La maison était toute faite de vieilles briques brunes. Comme chaque maison – ou presque – à Graveyard Land, son étage émergeait de la façade en encorbellement, piquant sur la rue d'une fenêtre enténébrée un regard désapprobateur. Les lueurs de la voiture de police garée devant jetaient pêle-mêle des traits de lumières à la fois sinistres et hystériques. Plus aucun policier n'était pourtant présent sur les lieux, à l'exception du Commissaire et de ce type de l'extérieur, l'étrange détective. Celui-là, les habitants, cachés derrière les fenêtres, le gardaient à l’œil, car il ne semblait pas comprendre le village aussi bien qu'il le devrait...

« M. Mariton, 53 ans, vivait en couple avec Mme Mariton. Nous n'avons pas retrouvé Mme Mariton. M. Mariton, lui, a été retrouvé dans son office, à l'étage. Le même modus operandi a été pratiqué sur lui : la scène de crime présente des similitudes avec le cas de M. Carnassier. Notre médecin-légiste va nous confirmer cela » expliqua Lordevant, survolant le rapport laissé par un de ses adjoints, un paragraphe d'une dizaine de lignes. Autant dire que le meurtre nouveau les avait tellement surpris qu'ils n'avaient fait que relever le plus évident avant de se confier corps et âme à M. Drave, au point que le commissaire trouvait cela un peu insultant : ses propres hommes semblaient ne pas vouloir du tout s'impliquer dans la plus étrange affaire qui ait jamais secoué Graveyard Land. La seule, en fait.

M. Drave était debout sur le perron et contemplait l'entrée, une pièce étroite, encombrée d'une armoire qui faisait office de porte-manteau et d'un énorme poêle. Son regard s'était fixement arrêté, mais le commissaire n'avait pas la moindre idée de ce que contemplait l'investigateur et c'était, pour combler le vide laissé par l'absence de réaction qu'il s'était mis à lire à haute voix les rares notes prises par ses subalternes.

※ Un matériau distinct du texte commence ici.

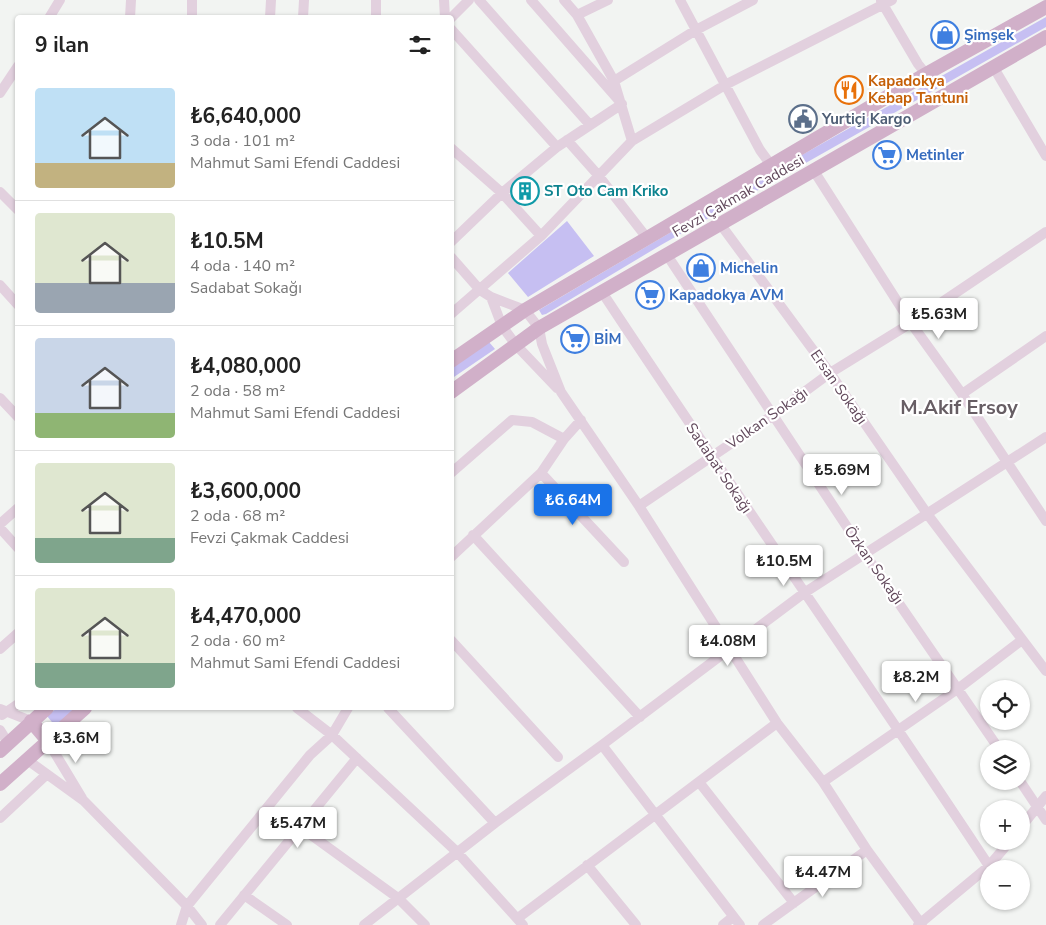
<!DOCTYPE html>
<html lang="tr">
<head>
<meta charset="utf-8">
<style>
  :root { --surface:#fff; --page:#f6f6f6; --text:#222; --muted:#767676; --line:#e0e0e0; --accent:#1a73e8 }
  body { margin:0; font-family:"Nunito Sans",sans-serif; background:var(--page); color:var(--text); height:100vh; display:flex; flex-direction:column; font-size:19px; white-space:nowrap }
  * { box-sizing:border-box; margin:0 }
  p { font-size:16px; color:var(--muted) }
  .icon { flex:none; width:28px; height:28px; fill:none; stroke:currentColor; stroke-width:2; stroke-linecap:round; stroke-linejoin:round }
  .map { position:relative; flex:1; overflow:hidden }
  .sheet { position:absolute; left:15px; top:15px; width:439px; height:695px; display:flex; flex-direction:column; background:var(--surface); border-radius:5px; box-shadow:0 1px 4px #0004 }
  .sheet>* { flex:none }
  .buttons { position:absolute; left:980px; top:680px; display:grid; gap:10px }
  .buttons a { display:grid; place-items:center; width:50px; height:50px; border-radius:50%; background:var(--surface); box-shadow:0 1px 4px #0004; font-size:25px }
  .price { position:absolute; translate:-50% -42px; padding:0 11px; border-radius:5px; background:#fff; color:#222; font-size:16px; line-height:32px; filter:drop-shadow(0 1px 2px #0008) }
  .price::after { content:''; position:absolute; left:50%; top:30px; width:15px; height:11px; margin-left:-8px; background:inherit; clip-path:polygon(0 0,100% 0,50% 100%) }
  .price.active { background:var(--accent); color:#fff }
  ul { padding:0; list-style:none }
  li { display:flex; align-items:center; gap:15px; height:125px; padding:0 20px }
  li+li { border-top:1px solid var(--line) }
  li span { display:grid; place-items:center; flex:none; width:140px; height:100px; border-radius:5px; color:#555 }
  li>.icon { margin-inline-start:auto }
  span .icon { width:60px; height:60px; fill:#fffc; stroke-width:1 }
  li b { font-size:21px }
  h2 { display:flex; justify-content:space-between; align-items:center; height:60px; padding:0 20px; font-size:21px }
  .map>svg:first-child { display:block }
  .green { fill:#c6bff2 }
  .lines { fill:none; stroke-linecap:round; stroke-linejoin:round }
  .minor { stroke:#e2d0de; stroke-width:10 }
  .major { stroke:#d1b0c9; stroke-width:14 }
  .labels { text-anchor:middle; stroke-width:4.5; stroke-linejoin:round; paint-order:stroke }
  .shop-label { font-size:15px; font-weight:bold; fill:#366cbe; stroke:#fff; text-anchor:start }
  .food-label { font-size:15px; font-weight:bold; fill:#c56008; stroke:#fff; text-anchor:start }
  .service-label { font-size:15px; font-weight:bold; fill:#4e5e75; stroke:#fff; text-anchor:start }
  .culture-label { font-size:15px; font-weight:bold; fill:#0d838f; stroke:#fff; text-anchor:start }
  .street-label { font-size:15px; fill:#61485b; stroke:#fff }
  .district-label { font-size:20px; font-weight:bold; fill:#675e64; stroke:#fff }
</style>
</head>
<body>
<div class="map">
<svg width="1046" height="925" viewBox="0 0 1046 925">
  <rect width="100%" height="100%" fill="#f2f4f2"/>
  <path class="green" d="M1046 17V27L661 245 546 314 542 315 539 310 793 160Z
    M567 221 594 256 528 297 508 273Z
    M489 342 495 349 451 379V368Z
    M57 708H77L56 727 47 716Z"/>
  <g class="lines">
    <path class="minor" d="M444 0 445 18
      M479 0 590 125
      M564 0 577 15 614 81 632 141
      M680 0 760 150 771 165
      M881 1 918 64 926 74
      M577 15 608 0
      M49 18 60 0
      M130 18 131 0
      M192 18V0
      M270 18 271 0
      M303 18 304 0
      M376 18V0
      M451 18 469 0
      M451 29 557 147
      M994 68 1046 156
      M614 81 696 30 753 0
      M0 93 18 66
      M567 140 598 175 647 238
      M451 148 502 193 541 236
      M814 171 911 323 962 394 1046 521
      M0 192 18 210
      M721 225 830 373 928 515 1046 671
      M451 242 502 193 557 147 622 104 531 0
      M667 255 865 554 999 749
      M451 257 480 290 491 297 525 310 539 328 542 344 561 392 639 506 777 723 823 782 867 850 922 925
      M0 285 18 305
      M602 292C729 485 862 673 989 866
      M491 297 502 326 516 345 557 388
      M451 314 541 236 632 141 725 85 892 0
      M962 394 1046 336
      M0 398 18 417
      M451 473 512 420 532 422 564 439
      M541 473 624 562
      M639 506 773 415 830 373 911 323 1046 232
      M0 524 18 508
      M0 528 18 548
      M473 535 640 717
      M451 557 541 473 564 439 581 420
      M451 640 558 757
      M0 649 18 633
      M297 708 332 735 457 852 523 925
      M388 708 495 823
      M0 709 31 721
      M2 715 18 704
      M0 730 8 743
      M47 740 82 798
      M602 745 740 925
      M26 759 84 801 187 906 202 925
      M1020 781 1046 820
      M699 782 794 903
      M823 782 959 688 1022 640
      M0 818 46 775
      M300 827 398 898 425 925
      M1021 827 1046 796
      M587 865 636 925
      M244 895 287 925
      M518 918 777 723
      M181 925 187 906 310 755 332 735 348 708
      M220 925 357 758
      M364 925 495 823 602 745 804 593 1046 437
      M723 925 733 917
      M763 925 867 850
      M918 925 989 866 1010 841"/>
    <path class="major" d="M451 361 525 310 926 74 1046 7
      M451 392 539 328 1046 37
      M31 721 47 740
      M0 751 47 708
      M0 784 85 708"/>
  </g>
  <defs>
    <symbol id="shop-ring" viewBox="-11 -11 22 22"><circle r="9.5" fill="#fff" stroke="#3f7fe0" stroke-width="1.5"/><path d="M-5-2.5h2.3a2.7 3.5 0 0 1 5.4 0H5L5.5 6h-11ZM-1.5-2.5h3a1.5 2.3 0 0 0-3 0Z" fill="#3f7fe0"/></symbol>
    <symbol id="restaurant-ring" viewBox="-11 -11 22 22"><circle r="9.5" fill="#fff" stroke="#e8710a" stroke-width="1.5"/><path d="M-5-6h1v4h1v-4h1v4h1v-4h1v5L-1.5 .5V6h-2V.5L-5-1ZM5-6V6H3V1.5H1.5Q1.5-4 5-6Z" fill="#e8710a"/></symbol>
    <symbol id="civic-ring" viewBox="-11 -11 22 22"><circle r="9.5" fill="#fff" stroke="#5c6f8a" stroke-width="1.5"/><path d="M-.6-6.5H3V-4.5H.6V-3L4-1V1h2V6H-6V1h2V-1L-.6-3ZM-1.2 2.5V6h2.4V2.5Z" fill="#5c6f8a"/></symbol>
    <symbol id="supermarket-ring" viewBox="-11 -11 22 22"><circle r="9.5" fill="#fff" stroke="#3f7fe0" stroke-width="1.5"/><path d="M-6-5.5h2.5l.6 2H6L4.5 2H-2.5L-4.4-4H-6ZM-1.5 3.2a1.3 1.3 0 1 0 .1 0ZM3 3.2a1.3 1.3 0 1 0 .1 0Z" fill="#3f7fe0"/></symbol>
    <symbol id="building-ring" viewBox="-11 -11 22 22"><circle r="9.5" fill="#fff" stroke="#0f9aa8" stroke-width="1.5"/><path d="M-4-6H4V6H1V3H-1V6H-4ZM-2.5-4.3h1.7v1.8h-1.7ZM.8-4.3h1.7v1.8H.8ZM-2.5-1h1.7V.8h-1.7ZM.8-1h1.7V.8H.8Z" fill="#0f9aa8"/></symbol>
  </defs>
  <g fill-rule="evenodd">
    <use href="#shop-ring" x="929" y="19" width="32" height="32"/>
    <use href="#restaurant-ring" x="833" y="74" width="32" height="32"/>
    <use href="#civic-ring" x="787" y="103" width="32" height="32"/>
    <use href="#supermarket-ring" x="871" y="139" width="32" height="32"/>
    <use href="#building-ring" x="509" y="175" width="32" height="32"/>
    <use href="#shop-ring" x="685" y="252" width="32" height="32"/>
    <use href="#supermarket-ring" x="634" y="279" width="32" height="32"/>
    <use href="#supermarket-ring" x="559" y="323" width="32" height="32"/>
  </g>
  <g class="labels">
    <g class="shop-label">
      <text x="964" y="40">Şimşek</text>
      <text x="906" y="160">Metinler</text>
      <text x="720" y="273">Michelin</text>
      <text x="669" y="300">Kapadokya AVM</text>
      <text x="594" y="344">BİM</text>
    </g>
    <g class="food-label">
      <text x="868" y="86">Kapadokya<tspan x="868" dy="17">Kebap Tantuni</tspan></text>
    </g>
    <g class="service-label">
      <text x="822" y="124">Yurtiçi Kargo</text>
    </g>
    <g class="culture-label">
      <text x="544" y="196">ST Oto Cam Kriko</text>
    </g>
    <g class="street-label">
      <text transform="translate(738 196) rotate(-30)" y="5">Fevzi Çakmak Caddesi</text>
      <text transform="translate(839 387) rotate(55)" y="5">Ersan Sokağı</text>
      <text transform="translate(767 418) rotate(-35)" y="5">Volkan Sokağı</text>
      <text transform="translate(719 468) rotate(56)" y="5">Sadabat Sokağı</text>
      <text transform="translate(874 565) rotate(55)" y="5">Özkan Sokağı</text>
    </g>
    <g class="district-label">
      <text x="959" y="414">M.Akif Ersoy</text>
    </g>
  </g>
</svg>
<div class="buttons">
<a><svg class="icon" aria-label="locate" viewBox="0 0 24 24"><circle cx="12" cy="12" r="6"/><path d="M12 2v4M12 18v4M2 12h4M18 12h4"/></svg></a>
<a><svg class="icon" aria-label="layers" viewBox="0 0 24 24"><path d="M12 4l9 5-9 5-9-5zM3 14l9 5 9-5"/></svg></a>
<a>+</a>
<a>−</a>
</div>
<b class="price" style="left:939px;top:340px">₺5.63M</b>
<b class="price" style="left:842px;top:496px">₺5.69M</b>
<b class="price active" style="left:573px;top:526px">₺6.64M</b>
<b class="price" style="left:784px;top:587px">₺10.5M</b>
<b class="price" style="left:728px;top:667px">₺4.08M</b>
<b class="price" style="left:916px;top:703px">₺8.2M</b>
<b class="price" style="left:76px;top:764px">₺3.6M</b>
<b class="price" style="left:298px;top:849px">₺5.47M</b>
<b class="price" style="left:823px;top:898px">₺4.47M</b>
<section class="sheet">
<h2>9 ilan<svg class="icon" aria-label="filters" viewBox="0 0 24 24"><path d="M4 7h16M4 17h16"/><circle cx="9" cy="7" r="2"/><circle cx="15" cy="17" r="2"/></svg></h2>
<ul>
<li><span style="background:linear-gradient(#bfe0f5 75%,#c2b280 0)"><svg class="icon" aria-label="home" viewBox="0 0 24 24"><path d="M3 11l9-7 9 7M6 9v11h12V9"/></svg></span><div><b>₺6,640,000</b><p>3 oda · 101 m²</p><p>Mahmut Sami Efendi Caddesi</p></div></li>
<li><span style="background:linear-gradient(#dfe7d0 70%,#9aa5b1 0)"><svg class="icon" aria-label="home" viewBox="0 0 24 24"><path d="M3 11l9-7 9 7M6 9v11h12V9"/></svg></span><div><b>₺10.5M</b><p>4 oda · 140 m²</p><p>Sadabat Sokağı</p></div></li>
<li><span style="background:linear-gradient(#c9d6e8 75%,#8fb573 0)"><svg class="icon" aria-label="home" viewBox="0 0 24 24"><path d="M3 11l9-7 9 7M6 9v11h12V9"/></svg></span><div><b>₺4,080,000</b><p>2 oda · 58 m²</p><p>Mahmut Sami Efendi Caddesi</p></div></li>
<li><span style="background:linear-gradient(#dfe7d0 75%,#7fa58c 0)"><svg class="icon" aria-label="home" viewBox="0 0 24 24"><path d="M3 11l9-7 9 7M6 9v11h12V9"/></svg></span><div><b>₺3,600,000</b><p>2 oda · 68 m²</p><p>Fevzi Çakmak Caddesi</p></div></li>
<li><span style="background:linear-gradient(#dfe7d0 75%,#7fa58c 0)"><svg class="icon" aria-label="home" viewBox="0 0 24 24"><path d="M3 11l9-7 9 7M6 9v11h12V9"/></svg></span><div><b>₺4,470,000</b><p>2 oda · 60 m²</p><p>Mahmut Sami Efendi Caddesi</p></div></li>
</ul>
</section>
</div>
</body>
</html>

L'enquêteur finit par entrer et, sans un mot, traversant le vestibule, puis le salon, pour gagner la cuisine. Cette dernière était dans un état épouvantable. Il y flottait une odeur douceâtre, un savant mélange de fruits trop mûrs et de bonbons acidulés. La table était encombrée de plusieurs moules, à tarte, à gâteau, à cake, déposés là dans le plus parfait désordre. « Vous pensez que le tueur cherchait quelque chose en particulier ? » demanda Lordevant, mais il fut réduit au silence lorsqu'il fit face au crâne souriant. L'index vint se poser en travers des incisives, avant de revenir à l'examen des placards laissés grand ouvert. Puis d'ouvrir les placards voisins.

Quelque chose attirait son regard et, lorsqu'il quitta la pièce, le commissaire approcha pour chercher ce qu'il avait vu. Peut-être était-ce plus au fond ? Lordevant attendit d'être sûr que l'enquêteur soit sorti de la cuisine pour tendre son cou épais, sur la pointe des pieds. Il attrapa à pleine main le rebord du placard, comme pour se hisser, en vain. Grommelant devant sa forfaiture, il frappa les mains pour se débarrasser de toute la poussière et se figea, contemplant ses paumes. Son regard tomba ensuite sur les poêles abandonnées sur les plaques au gaz, noircies, et les assiettes laissées dans l'évier, dont le fond était couvert d'une fine pellicule verdâtre par endroit.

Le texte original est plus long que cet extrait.